**Exercise description:**
From the data below, give the number of lines holding the word "page", with nothing else added.

**Input data:**

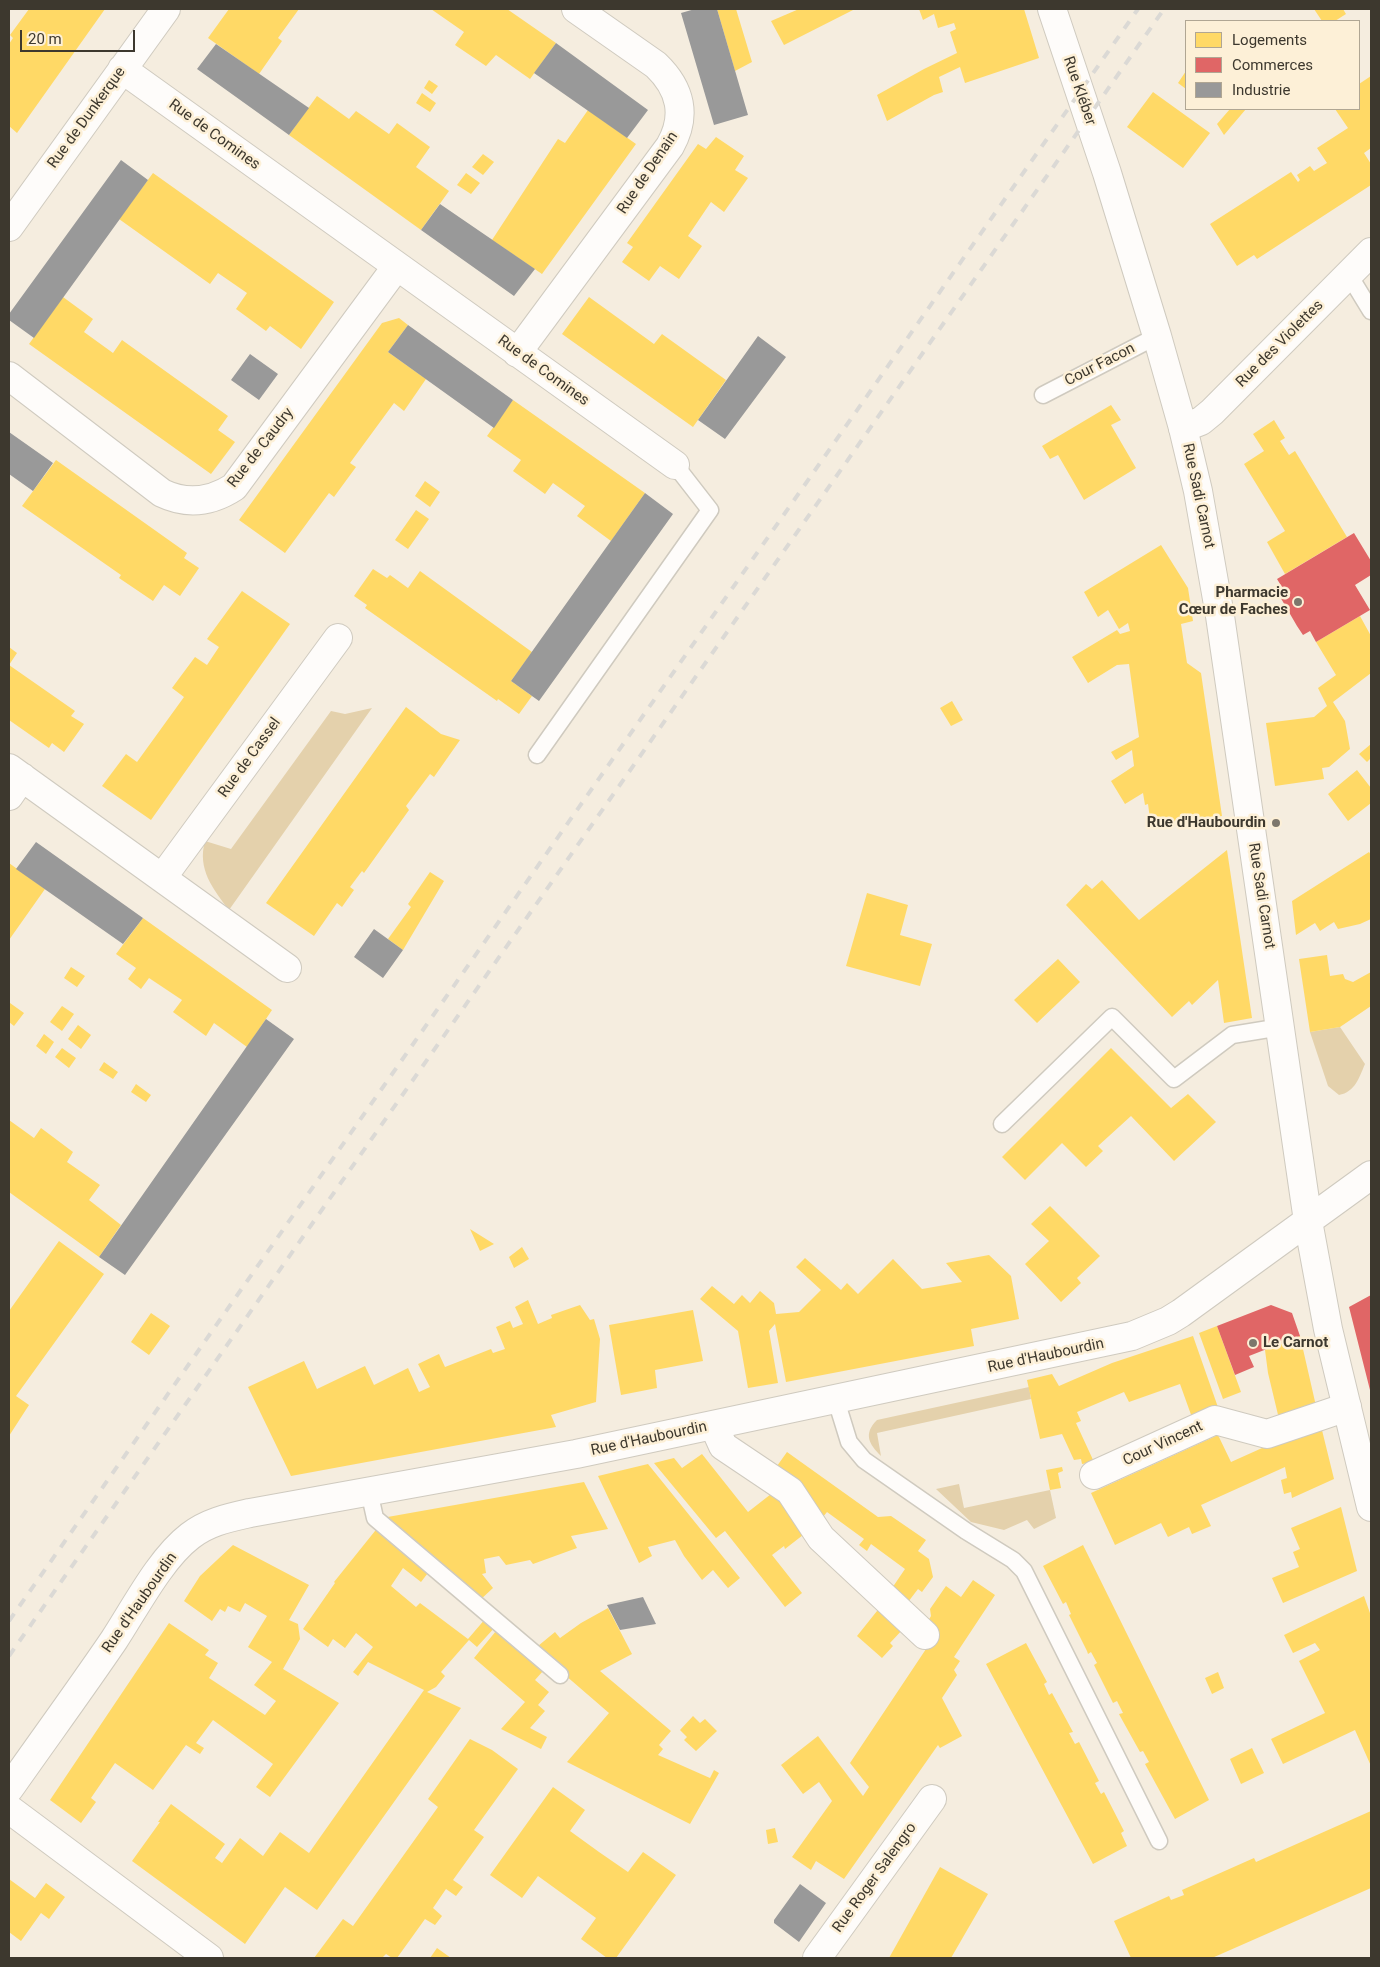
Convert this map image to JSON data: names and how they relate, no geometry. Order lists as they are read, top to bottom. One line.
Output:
{"streets":{"street":["Rue Kléber","Rue de Dunkerque","Rue de Comines","Rue de Denain","Rue des Violettes","Rue de Caudry","Rue Sadi Carnot","Rue de Cassel","Rue d'Haubourdin","Cour Vincent","Rue Roger Salengro"],"lane":["Cour Facon"]},"crossings":[["Rue Kléber","Rue Sadi Carnot"],["Rue de Dunkerque","Rue de Comines"],["Rue de Comines","Rue de Denain"],["Rue de Comines","Rue de Caudry"],["Rue des Violettes","Rue Sadi Carnot"],["Cour Facon","Rue Sadi Carnot"],["Rue Sadi Carnot","Rue d'Haubourdin"],["Rue Sadi Carnot","Cour Vincent"]],"places":["Pharmacie Cœur de Faches","Rue d'Haubourdin","Le Carnot"],"legend":["Logements","Commerces","Industrie"],"scale_bar":"20 m"}
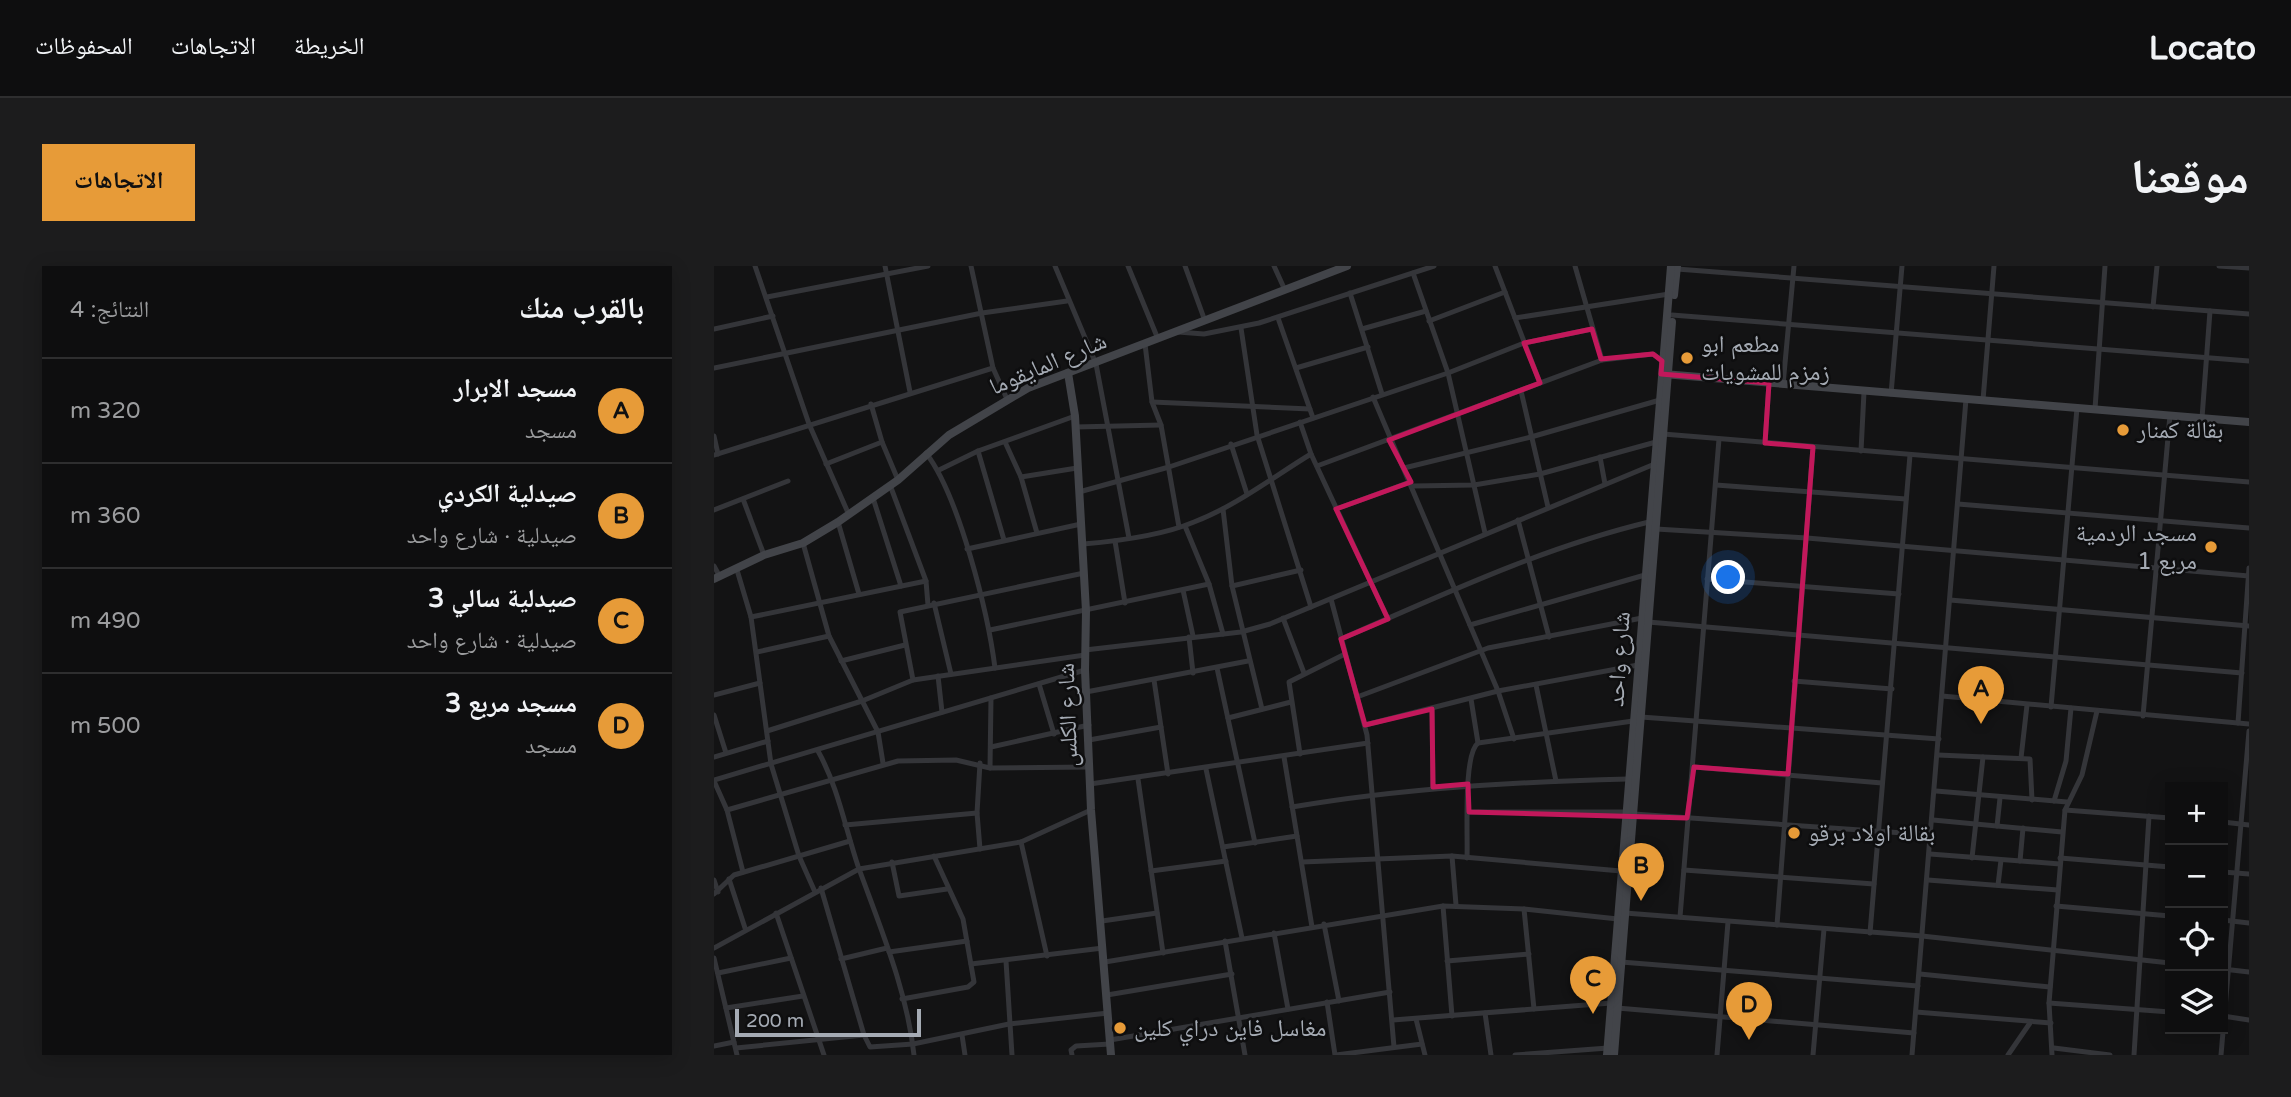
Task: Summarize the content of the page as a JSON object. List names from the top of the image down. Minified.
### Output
{"streets":{"street":["شارع المايقوما","شارع واحد","شارع الكلس"]},"crossings":[["شارع المايقوما","شارع الكلس"]],"places":["مطعم ابو زمزم للمشويات","بقالة كمنار","مسجد الردمية مربع 1","بقالة اولاد برقو","مغاسل فاين دراي كلين"],"scale_bar":"200 m","page":{"header":"Locato","nav":["الخريطة","الاتجاهات","المحفوظات"],"title":"موقعنا","buttons":"الاتجاهات","heading":["بالقرب منك","النتائج: 4"],"list":[{"mark":"A","name":"مسجد الابرار","note":"مسجد","value":"320 m"},{"mark":"B","name":"صيدلية الكردي","note":"صيدلية · شارع واحد","value":"360 m"},{"mark":"C","name":"صيدلية سالي 3","note":"صيدلية · شارع واحد","value":"490 m"},{"mark":"D","name":"مسجد مربع 3","note":"مسجد","value":"500 m"}],"pins":["A","B","C","D"],"map_buttons":["+","−"],"scale":"200 m"}}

**Result of the task:**
2